▶ _Task brief_
Return the lines below exactly as they appear, please, starting with the first and ending with the one that contains "display:grid; place-items:center; width:52px;".

▶ _Record extracts_

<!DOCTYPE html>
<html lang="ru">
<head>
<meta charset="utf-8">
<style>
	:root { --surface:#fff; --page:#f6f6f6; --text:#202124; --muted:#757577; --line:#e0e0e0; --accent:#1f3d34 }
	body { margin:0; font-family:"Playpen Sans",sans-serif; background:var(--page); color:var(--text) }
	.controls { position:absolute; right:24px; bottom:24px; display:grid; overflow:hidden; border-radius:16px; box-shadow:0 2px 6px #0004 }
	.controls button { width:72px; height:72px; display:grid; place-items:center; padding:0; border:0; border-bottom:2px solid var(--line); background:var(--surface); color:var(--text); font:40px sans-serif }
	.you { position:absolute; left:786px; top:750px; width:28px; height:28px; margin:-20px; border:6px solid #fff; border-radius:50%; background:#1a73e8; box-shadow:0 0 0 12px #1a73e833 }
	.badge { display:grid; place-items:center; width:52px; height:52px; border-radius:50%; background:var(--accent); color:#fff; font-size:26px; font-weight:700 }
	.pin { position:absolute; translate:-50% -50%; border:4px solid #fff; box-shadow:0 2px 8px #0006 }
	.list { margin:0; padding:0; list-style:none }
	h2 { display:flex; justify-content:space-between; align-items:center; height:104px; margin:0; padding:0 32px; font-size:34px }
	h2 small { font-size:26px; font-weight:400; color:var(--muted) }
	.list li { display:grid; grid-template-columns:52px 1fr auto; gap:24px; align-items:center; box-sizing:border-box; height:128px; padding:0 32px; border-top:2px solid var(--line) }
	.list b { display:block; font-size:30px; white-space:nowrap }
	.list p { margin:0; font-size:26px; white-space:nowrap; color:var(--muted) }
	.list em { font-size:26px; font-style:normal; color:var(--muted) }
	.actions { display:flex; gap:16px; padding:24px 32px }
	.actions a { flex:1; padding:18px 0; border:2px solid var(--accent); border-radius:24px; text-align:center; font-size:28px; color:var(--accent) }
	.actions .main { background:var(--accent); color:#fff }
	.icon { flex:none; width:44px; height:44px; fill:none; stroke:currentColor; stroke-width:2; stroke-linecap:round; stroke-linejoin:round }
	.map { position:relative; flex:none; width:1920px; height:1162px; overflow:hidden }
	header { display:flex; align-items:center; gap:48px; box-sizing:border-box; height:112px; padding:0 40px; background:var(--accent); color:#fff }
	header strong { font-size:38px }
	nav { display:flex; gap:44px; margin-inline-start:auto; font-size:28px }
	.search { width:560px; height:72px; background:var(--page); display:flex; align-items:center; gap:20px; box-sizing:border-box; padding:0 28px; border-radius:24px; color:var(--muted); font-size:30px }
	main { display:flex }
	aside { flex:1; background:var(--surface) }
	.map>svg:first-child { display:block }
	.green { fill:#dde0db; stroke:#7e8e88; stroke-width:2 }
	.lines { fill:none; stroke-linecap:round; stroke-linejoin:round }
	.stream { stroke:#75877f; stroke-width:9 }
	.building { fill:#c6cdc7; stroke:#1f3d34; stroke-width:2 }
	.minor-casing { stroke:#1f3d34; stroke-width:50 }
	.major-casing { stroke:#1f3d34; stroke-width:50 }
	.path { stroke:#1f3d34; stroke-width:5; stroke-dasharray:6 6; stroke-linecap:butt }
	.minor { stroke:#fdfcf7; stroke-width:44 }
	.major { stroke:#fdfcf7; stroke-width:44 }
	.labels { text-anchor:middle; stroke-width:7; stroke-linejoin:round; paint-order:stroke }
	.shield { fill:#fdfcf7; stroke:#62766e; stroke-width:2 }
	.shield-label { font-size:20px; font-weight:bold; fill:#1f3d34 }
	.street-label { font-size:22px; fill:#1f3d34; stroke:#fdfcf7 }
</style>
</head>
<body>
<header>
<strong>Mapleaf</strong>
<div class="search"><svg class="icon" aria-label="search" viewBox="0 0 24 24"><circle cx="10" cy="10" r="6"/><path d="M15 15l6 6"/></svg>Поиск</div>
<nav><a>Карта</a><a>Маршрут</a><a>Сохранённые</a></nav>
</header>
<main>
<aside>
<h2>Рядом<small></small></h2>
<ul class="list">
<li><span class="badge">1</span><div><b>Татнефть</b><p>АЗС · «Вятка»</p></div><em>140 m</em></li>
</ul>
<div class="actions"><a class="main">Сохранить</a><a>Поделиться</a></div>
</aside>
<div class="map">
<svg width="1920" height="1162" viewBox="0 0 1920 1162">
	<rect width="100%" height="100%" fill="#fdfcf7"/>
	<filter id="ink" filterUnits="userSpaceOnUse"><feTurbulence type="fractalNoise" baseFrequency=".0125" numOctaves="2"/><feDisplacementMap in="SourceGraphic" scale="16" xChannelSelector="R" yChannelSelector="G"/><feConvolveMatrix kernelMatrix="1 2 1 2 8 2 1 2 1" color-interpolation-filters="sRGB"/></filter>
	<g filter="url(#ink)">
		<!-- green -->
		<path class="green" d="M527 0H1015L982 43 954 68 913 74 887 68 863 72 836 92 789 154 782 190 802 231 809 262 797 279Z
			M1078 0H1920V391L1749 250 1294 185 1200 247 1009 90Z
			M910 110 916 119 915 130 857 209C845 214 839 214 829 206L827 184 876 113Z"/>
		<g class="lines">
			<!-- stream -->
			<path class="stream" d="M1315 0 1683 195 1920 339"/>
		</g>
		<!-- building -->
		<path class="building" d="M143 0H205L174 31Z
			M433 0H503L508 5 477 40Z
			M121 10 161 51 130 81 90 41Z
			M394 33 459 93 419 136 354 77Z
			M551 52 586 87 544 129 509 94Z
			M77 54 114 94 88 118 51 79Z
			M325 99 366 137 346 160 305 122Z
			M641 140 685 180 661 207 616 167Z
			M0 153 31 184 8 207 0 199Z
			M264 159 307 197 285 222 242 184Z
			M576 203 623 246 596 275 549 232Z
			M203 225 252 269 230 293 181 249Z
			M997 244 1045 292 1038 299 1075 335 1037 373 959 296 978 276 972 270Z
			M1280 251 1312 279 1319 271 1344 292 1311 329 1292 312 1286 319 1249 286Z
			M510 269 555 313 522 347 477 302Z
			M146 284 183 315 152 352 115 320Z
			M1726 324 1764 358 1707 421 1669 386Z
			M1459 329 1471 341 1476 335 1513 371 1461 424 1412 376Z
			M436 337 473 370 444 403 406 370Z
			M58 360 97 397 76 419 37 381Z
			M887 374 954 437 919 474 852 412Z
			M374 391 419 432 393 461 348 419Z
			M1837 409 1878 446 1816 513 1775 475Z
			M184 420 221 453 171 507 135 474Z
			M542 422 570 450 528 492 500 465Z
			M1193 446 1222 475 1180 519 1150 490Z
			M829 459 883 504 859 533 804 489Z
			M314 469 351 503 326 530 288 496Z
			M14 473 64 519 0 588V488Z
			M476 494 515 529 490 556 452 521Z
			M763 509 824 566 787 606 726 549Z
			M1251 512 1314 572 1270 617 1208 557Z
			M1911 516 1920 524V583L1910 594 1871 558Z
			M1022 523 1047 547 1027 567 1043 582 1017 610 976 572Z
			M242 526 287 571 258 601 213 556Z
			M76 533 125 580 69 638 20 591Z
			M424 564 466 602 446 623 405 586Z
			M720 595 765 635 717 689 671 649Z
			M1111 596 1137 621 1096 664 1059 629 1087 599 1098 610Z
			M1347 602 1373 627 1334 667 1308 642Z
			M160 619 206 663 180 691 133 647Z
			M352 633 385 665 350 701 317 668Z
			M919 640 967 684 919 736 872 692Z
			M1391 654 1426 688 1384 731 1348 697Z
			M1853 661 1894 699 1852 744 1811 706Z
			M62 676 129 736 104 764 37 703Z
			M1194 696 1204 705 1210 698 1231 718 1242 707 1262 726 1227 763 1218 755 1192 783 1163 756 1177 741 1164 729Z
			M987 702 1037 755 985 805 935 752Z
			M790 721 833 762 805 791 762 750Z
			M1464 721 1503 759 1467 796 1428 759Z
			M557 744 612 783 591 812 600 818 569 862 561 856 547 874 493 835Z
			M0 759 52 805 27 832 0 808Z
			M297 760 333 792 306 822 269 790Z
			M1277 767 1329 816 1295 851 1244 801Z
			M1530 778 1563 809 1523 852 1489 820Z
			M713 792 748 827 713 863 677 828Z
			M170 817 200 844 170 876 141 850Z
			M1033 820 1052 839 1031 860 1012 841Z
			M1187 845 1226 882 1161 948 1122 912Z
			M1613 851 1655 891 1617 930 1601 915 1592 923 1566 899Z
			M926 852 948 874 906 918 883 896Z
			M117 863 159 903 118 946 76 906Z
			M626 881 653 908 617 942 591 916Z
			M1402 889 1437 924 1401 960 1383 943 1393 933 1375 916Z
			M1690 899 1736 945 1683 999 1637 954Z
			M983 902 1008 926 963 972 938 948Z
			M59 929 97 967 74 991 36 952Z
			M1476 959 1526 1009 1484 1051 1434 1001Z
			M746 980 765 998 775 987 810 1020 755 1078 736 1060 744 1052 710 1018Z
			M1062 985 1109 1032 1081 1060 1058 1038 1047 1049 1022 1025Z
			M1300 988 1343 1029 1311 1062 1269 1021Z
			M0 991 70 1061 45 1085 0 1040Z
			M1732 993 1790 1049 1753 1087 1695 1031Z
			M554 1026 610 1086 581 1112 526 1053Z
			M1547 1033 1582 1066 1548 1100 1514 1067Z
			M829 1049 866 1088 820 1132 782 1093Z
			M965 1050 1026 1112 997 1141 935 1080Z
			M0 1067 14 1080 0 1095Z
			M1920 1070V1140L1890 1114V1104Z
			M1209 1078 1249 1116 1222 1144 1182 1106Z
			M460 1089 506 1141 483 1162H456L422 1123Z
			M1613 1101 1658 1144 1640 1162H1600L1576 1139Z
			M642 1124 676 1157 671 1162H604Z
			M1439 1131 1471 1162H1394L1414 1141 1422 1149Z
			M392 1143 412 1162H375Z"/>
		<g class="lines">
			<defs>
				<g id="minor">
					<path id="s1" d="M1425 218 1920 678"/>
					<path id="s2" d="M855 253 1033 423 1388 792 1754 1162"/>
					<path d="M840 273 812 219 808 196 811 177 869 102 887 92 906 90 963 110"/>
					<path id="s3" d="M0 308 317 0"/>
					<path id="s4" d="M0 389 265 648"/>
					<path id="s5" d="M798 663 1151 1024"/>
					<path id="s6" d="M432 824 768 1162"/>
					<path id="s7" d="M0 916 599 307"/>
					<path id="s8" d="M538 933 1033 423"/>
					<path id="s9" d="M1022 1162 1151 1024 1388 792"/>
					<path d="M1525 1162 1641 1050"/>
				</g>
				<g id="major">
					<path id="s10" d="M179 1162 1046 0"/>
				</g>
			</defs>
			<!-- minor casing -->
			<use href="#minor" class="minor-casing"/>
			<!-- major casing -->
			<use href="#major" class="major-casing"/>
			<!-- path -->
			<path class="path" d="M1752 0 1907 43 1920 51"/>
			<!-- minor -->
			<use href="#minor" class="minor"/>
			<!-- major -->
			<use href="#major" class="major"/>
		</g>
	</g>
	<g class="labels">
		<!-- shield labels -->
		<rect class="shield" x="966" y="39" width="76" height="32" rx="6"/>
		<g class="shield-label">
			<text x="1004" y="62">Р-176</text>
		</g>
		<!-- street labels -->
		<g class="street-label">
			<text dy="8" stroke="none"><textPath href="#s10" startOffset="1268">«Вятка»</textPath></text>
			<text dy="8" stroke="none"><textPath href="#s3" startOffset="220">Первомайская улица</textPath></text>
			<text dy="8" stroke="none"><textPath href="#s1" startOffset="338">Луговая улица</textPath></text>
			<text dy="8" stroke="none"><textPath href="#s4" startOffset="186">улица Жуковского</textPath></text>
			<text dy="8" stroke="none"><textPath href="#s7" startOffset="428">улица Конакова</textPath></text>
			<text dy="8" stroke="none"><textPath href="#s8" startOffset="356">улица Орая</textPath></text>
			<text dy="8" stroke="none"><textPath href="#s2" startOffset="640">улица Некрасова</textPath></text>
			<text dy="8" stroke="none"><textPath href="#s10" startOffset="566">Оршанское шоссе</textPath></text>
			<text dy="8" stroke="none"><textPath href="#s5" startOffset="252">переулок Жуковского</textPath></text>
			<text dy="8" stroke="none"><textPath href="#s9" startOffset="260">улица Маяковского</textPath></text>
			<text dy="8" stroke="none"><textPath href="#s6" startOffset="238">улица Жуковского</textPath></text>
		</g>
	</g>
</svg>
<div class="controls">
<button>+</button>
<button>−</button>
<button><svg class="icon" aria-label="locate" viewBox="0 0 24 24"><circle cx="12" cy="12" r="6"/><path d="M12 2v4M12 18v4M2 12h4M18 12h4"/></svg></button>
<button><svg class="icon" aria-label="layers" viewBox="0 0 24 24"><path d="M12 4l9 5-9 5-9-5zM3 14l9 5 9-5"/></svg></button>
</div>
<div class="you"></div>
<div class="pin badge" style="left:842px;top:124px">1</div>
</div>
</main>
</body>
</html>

▶ _Exercise response_
<!DOCTYPE html>
<html lang="ru">
<head>
<meta charset="utf-8">
<style>
	:root { --surface:#fff; --page:#f6f6f6; --text:#202124; --muted:#757577; --line:#e0e0e0; --accent:#1f3d34 }
	body { margin:0; font-family:"Playpen Sans",sans-serif; background:var(--page); color:var(--text) }
	.controls { position:absolute; right:24px; bottom:24px; display:grid; overflow:hidden; border-radius:16px; box-shadow:0 2px 6px #0004 }
	.controls button { width:72px; height:72px; display:grid; place-items:center; padding:0; border:0; border-bottom:2px solid var(--line); background:var(--surface); color:var(--text); font:40px sans-serif }
	.you { position:absolute; left:786px; top:750px; width:28px; height:28px; margin:-20px; border:6px solid #fff; border-radius:50%; background:#1a73e8; box-shadow:0 0 0 12px #1a73e833 }
	.badge { display:grid; place-items:center; width:52px; height:52px; border-radius:50%; background:var(--accent); color:#fff; font-size:26px; font-weight:700 }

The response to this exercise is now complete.